↓

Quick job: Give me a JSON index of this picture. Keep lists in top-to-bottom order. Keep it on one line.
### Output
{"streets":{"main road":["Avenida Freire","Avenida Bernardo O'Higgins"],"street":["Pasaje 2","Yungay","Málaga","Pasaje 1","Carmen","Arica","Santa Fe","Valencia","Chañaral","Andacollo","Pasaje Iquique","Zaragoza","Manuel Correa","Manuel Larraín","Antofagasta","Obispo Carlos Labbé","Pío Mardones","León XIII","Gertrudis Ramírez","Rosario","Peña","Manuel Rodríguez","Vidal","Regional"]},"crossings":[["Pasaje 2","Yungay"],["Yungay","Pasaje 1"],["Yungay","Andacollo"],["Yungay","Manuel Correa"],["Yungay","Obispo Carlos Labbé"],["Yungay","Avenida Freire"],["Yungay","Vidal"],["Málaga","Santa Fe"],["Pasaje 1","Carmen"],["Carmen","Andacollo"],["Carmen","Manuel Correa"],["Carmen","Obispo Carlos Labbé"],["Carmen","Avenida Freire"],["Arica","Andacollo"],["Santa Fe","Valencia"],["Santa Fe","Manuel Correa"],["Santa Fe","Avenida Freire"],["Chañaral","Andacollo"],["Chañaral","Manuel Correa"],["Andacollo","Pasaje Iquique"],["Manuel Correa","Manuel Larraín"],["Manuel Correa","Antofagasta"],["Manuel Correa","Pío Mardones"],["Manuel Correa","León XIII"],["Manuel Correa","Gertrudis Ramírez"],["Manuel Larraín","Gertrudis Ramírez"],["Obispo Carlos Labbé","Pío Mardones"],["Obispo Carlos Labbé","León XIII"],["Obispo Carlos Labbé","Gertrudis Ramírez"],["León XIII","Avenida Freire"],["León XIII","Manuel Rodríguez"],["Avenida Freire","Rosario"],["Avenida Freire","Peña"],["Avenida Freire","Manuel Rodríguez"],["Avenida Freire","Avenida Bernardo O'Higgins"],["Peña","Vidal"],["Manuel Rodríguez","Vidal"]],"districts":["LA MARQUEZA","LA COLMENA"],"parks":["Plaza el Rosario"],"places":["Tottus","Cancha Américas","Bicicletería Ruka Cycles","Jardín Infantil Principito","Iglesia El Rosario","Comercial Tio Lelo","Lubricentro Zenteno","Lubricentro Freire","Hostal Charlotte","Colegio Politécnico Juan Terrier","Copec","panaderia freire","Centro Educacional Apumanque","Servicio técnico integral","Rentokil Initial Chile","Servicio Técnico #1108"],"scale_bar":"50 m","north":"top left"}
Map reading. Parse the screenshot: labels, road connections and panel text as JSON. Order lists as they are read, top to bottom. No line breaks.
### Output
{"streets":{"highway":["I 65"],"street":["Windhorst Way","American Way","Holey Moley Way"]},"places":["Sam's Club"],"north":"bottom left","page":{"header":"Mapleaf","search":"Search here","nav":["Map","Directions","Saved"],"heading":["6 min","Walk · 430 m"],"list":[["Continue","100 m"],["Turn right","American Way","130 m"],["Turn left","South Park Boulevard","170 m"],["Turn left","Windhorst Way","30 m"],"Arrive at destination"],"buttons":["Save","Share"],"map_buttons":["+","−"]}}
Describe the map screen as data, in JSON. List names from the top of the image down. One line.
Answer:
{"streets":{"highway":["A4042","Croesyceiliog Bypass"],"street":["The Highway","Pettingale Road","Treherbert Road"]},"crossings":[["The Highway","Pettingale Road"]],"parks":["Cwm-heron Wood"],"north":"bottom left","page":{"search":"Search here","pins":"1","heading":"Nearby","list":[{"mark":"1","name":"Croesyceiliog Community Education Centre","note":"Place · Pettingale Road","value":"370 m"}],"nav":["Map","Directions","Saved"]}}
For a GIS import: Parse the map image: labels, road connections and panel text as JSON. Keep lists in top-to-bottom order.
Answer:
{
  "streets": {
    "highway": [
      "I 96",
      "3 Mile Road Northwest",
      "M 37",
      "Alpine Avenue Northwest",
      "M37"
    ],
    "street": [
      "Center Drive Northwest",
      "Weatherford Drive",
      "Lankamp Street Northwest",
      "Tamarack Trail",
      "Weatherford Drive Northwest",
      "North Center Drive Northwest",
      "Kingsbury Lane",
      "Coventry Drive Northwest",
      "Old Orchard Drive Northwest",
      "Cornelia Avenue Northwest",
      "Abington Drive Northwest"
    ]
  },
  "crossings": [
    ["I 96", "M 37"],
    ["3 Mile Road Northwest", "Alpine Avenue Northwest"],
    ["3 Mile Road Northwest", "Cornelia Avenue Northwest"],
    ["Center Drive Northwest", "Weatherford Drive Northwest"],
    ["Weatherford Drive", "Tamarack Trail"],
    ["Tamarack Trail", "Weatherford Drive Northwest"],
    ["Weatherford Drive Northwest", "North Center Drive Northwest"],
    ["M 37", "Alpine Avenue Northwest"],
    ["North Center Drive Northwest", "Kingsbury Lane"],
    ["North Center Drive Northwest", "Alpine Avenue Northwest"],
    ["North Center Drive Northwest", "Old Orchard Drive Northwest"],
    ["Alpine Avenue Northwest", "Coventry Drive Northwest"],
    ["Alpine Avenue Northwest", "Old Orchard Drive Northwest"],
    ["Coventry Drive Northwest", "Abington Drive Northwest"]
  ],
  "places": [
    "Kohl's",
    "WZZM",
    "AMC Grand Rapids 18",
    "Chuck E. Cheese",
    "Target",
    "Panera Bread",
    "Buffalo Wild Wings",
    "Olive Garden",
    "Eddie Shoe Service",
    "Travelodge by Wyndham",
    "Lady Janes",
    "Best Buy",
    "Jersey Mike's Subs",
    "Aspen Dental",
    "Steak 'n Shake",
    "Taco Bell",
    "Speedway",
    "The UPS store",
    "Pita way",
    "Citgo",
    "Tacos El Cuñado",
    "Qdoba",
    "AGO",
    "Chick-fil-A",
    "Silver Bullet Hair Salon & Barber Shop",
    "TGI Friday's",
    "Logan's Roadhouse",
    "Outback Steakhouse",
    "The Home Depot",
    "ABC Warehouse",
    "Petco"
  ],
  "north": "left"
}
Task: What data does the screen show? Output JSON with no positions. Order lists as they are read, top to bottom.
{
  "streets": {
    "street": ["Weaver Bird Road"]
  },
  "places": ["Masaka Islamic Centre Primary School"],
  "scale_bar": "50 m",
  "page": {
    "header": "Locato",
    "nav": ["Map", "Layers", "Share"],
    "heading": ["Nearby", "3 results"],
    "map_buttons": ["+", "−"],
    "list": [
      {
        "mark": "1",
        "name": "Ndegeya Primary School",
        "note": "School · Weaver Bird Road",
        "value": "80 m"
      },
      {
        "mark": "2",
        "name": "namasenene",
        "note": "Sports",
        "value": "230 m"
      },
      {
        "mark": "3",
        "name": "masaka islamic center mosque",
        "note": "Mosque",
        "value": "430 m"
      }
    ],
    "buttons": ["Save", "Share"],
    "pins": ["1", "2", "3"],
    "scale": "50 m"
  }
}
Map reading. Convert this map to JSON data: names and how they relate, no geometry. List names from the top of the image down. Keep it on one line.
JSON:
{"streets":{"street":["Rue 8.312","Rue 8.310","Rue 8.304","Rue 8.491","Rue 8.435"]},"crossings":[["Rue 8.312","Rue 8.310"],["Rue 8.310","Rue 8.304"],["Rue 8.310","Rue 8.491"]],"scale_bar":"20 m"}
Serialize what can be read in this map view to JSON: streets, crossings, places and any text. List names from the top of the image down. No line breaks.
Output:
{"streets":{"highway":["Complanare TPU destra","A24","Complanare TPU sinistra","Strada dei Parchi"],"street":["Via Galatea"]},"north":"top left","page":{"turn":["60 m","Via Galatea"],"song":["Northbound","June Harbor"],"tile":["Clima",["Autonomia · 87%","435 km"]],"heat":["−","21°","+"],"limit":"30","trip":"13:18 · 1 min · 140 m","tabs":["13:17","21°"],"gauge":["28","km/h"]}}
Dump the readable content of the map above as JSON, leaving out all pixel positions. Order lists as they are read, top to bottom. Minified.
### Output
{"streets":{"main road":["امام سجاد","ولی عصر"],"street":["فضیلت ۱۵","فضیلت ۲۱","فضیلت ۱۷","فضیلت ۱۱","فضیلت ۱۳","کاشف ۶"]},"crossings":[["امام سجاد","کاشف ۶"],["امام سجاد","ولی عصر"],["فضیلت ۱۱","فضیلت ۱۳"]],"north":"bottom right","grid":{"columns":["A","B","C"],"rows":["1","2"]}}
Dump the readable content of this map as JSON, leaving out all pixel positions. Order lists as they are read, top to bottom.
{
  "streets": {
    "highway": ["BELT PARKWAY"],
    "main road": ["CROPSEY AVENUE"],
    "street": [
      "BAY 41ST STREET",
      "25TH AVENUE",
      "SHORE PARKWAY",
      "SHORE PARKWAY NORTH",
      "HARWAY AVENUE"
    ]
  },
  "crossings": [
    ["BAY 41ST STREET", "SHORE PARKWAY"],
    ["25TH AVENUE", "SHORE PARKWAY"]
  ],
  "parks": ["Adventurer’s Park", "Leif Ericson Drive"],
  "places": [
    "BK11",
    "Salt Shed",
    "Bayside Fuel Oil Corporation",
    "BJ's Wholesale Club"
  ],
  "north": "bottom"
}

↑

The problem ▸ Each line in the listing above that contains "image" should be copied.

Solution for this problem ▸
Describe the map screen as data, in JSON. List names from the top of the image down. One line.
For a GIS import: Parse the map image: labels, road connections and panel text as JSON. Keep lists in top-to-bottom order.
Map reading. Convert this map to JSON data: names and how they relate, no geometry. List names from the top of the image down. Keep it on one line.
Serialize what can be read in this map view to JSON: streets, crossings, places and any text. List names from the top of the image down. No line breaks.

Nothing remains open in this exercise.